RISC-V Instruction Set Explorer

A Node.js program that parses the RISC-V instruction dictionary (instr_dict.json), cross-references extensions against the official ISA manual's AsciiDoc sources, and generates shared-instruction graphs.

Built for the RISC-V Mentorship Coding Challenge.

Setup

Requires Node.js 18+ and Git. No npm install needed. Zero external dependencies.

git clone https://github.com/LightCreator1007/risc-V-explorer
cd risc-V-explorer

# Download the instruction dictionary
curl -sL "https://raw.githubusercontent.com/rpsene/riscv-extensions-landscape/main/src/instr_dict.json" \
  -o instr_dict.json

# Clone the ISA manual (shallow clone is enough)
git clone --depth 1 https://github.com/riscv/riscv-isa-manual.git

Usage

# Run all three tiers, print to terminal
node src/index.js

# Also write output to out/output.txt (ANSI codes stripped)
node src/index.js --out

# Custom output path
node src/index.js --out results/my-output.txt

# Include Mermaid graph definition
node src/index.js --mermaid

# Custom input paths
node src/index.js --json-path ./instr_dict.json --manual-src ./riscv-isa-manual/src

Tests

npm test    # Run 32 unit tests

What It Does

Tier 1: Instruction Set Parsing

Parses instr_dict.json, groups 1,188 instructions across 114 extension tags, and prints a summary table. Also lists the 73 instructions that belong to more than one extension.
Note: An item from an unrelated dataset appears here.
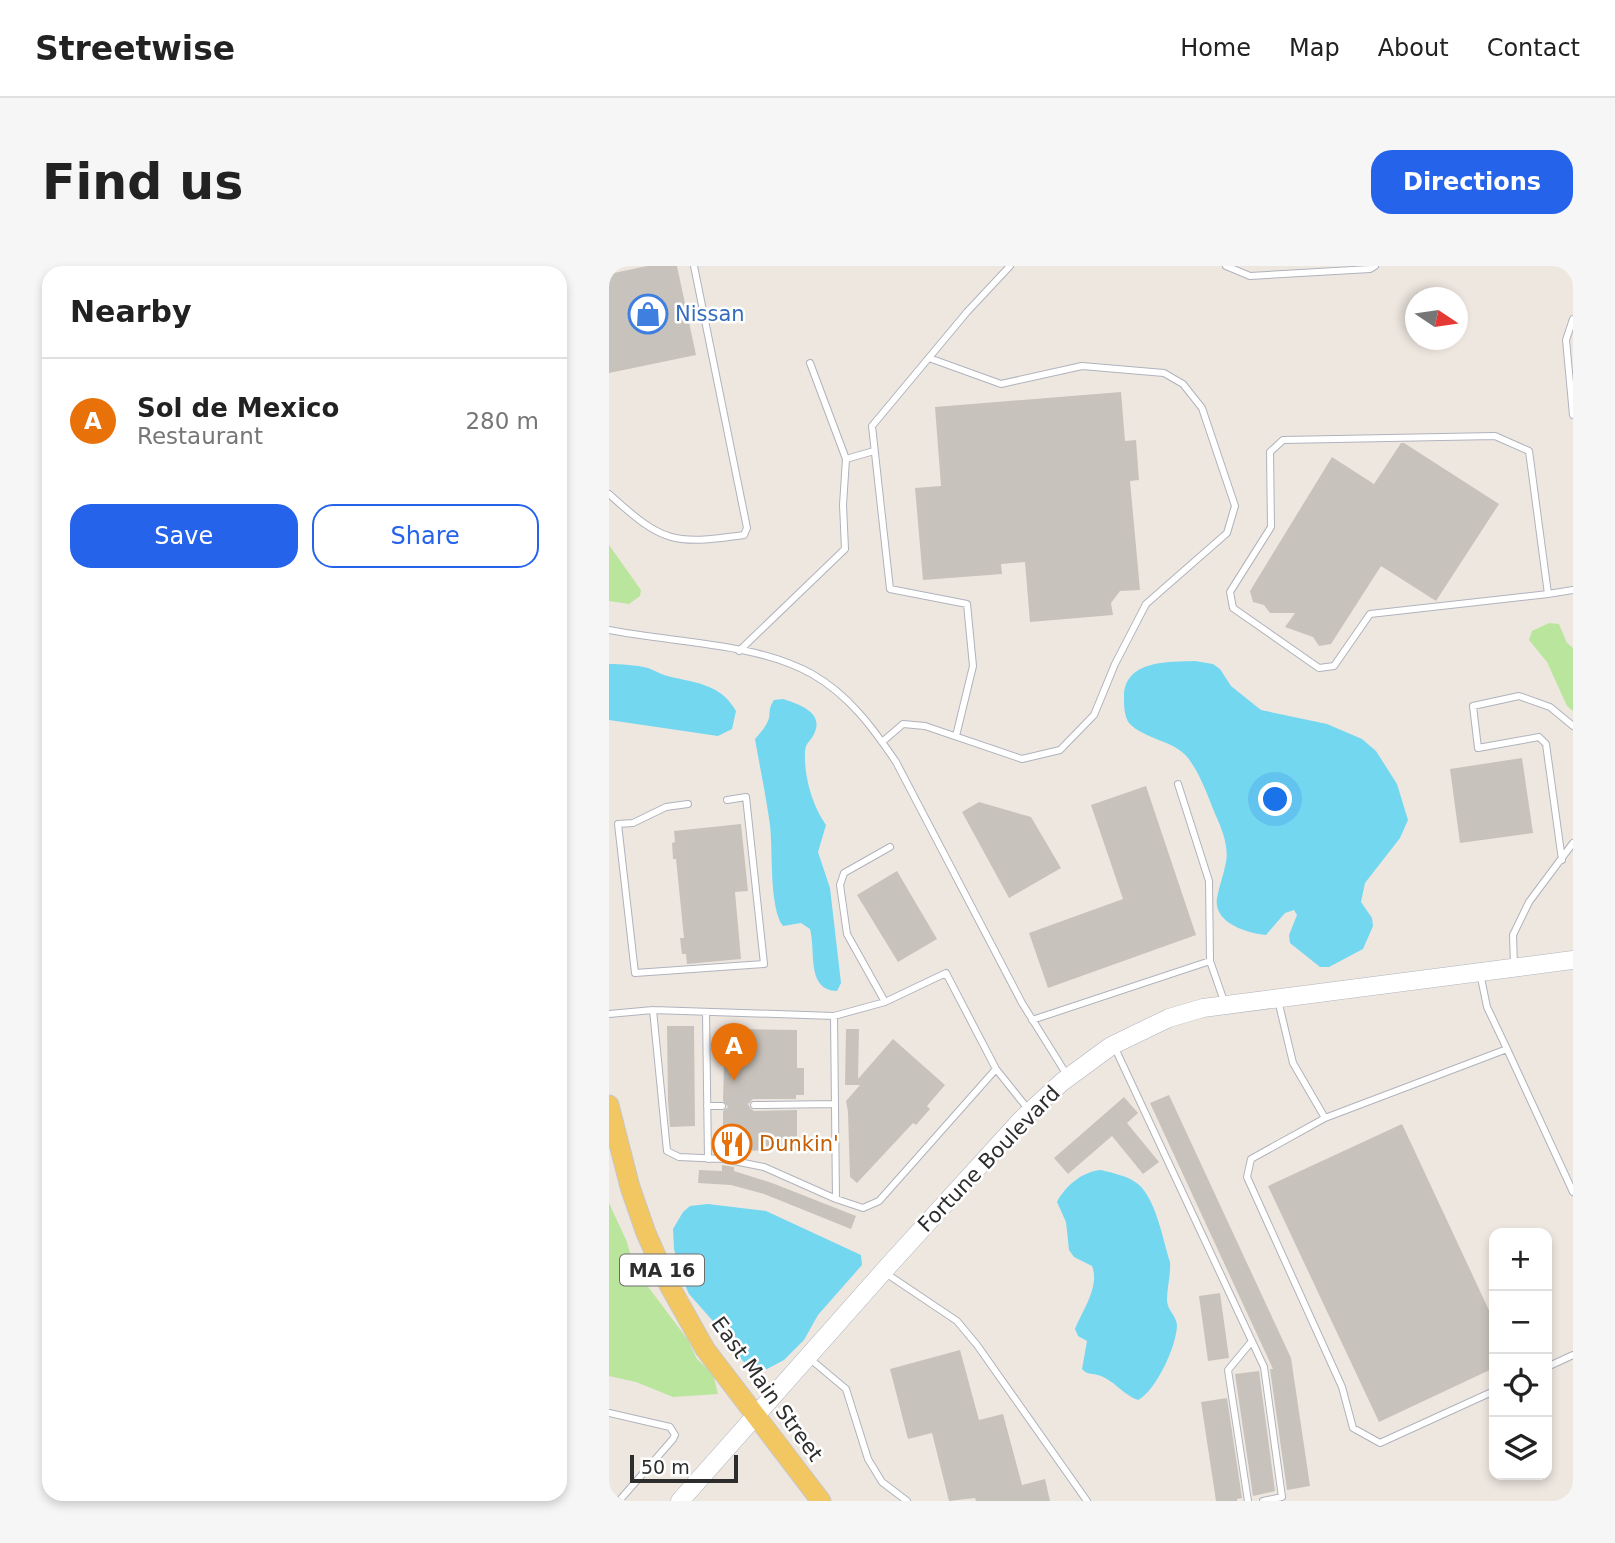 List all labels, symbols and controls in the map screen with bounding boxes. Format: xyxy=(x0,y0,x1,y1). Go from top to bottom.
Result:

Tier 2: Cross-Reference with the ISA Manual

Scans 158+ AsciiDoc source files in the ISA manual for extension names. Normalizes JSON tags (rv_zba, rv64_zba) to canonical short forms (zba) for case-insensitive matching. Reports:

58 exact matches
10 compound matches (e.g. d_zfa decomposed into d + zfa)
1 prefix match (e.g. zicbo covers zicbom, zicbop, zicboz)
16 JSON-only extensions (not documented in the manual)
109 manual-only extensions (not in the JSON)
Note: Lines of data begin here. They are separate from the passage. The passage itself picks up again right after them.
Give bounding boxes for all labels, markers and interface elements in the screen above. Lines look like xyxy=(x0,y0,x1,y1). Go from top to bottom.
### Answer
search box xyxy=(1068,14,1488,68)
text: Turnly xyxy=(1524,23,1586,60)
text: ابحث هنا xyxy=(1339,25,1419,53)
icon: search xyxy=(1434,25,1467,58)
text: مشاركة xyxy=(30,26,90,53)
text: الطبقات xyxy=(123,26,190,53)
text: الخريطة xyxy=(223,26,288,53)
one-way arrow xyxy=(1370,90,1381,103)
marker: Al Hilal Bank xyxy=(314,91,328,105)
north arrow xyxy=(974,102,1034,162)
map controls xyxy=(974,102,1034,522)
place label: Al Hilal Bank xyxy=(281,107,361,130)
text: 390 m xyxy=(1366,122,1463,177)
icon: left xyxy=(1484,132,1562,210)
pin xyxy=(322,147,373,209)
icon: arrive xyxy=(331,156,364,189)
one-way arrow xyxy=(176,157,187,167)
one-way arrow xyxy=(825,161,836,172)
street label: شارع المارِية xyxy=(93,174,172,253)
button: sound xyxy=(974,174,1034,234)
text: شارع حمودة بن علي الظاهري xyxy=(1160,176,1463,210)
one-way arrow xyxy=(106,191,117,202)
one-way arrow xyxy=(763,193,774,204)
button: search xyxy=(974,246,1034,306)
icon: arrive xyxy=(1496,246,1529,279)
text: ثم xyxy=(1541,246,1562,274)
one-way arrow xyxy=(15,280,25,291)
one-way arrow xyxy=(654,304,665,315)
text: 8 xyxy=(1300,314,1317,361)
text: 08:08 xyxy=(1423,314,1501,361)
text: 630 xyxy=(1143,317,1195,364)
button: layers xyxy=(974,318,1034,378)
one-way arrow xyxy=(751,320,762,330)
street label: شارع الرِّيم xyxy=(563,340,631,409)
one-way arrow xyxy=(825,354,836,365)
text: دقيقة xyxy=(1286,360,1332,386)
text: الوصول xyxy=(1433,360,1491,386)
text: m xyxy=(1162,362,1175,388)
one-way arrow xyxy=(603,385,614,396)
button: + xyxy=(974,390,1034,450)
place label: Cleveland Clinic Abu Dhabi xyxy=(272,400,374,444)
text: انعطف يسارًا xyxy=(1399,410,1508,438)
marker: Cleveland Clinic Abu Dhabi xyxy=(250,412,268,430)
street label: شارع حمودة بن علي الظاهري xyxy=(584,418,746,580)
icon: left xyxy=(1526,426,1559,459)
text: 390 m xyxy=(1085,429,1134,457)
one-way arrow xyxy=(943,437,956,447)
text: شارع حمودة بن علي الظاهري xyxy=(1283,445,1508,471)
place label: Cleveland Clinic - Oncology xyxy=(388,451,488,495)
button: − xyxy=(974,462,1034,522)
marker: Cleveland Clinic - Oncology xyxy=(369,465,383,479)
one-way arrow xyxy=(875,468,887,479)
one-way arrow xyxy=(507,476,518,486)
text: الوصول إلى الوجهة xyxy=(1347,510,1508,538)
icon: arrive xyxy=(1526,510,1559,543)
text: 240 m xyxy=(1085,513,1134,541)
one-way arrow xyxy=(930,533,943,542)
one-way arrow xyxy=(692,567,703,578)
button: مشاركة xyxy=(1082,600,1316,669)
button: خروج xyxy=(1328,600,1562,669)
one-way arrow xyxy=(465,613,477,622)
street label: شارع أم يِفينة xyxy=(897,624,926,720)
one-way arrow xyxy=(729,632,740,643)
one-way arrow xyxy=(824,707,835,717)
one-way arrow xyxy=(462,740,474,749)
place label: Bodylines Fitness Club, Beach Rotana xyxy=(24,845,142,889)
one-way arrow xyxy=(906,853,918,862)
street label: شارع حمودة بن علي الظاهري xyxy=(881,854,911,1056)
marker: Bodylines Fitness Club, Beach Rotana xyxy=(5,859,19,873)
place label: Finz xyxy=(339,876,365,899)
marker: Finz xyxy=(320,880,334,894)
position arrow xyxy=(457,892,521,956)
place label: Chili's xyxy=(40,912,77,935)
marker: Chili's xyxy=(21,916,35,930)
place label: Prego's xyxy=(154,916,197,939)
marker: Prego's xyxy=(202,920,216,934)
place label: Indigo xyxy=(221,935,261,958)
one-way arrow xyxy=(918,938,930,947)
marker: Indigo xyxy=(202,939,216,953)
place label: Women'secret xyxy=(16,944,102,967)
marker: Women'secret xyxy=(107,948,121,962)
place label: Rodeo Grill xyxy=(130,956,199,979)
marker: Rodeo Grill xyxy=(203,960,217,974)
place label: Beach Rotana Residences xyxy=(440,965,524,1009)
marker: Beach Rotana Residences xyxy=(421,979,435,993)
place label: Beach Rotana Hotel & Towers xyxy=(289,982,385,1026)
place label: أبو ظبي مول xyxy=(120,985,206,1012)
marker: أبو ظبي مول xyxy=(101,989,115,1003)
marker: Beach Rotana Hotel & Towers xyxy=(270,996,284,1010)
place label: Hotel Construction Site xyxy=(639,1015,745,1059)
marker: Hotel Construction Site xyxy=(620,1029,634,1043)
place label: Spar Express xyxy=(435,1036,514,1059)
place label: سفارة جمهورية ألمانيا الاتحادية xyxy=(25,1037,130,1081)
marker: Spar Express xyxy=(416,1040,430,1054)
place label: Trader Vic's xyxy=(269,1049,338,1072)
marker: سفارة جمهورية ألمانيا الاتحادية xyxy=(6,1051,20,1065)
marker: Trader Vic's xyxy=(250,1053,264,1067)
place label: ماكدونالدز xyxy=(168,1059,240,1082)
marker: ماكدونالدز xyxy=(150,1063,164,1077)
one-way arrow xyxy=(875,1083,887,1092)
Tier 3: Shared-Instruction Graph

Builds an adjacency list of extensions that share instructions. Optionally outputs a Mermaid diagram definition for visual rendering.

Sample Output

Tier 1:

  Source: ./instr_dict.json
  Total instructions parsed: 1188

  --- Extension Summary Table ---

  rv_a            |  11 instructions | e.g. AMOADD_W
  rv_c            |  23 instructions | e.g. C_ADD
  rv_d            |  26 instructions | e.g. FADD_D
  rv_f            |  26 instructions | e.g. FADD_S
  rv_i            |  37 instructions | e.g. ADD
  rv_m            |   8 instructions | e.g. DIV
  rv_v            | 627 instructions | e.g. VAADD_VV
  ...

  Total extensions: 114

  --- Instructions Belonging to Multiple Extensions ---

  Found 73 instructions in multiple extensions:

  AES32DSI             -> rv32_zk, rv32_zkn, rv32_zknd
  ANDN                 -> rv_zbb, rv_zbkb, rv_zk, rv_zkn, rv_zks
  CLMUL                -> rv_zbc, rv_zbkc, rv_zk, rv_zkn, rv_zks
  ...

Tier 2:

======================================================================
  Cross-Reference with the ISA Manual
======================================================================

  --- Count Summary ---

  58 exact matched, 10 compound matched, 1 prefix matched,
  16 in JSON only, 109 in manual only

  --- Matched Extensions (in both JSON and ISA manual) ---

  a                    (JSON tags: rv_a)
  c                    (JSON tags: rv_c)
  zba                  (JSON tags: rv_zba)
  zicsr                (JSON tags: rv_zicsr)
  ...

  --- Prefix-Matched Extensions ---

  zicbo                -> family: zicbom, zicbop, zicboz  (JSON tags: rv_zicbo)

Tier 3:

======================================================================
  Shared-Instruction Graph (Bonus)
======================================================================

  rv_zbb
    -> rv_zbkb (5 shared), rv_zk (5 shared), rv_zkn (5 shared), rv_zks (5 shared)

  rv_zk
    -> rv_zbb (5 shared), rv_zbc (2 shared), rv_zbkb (7 shared), rv_zbkc (2 shared), ...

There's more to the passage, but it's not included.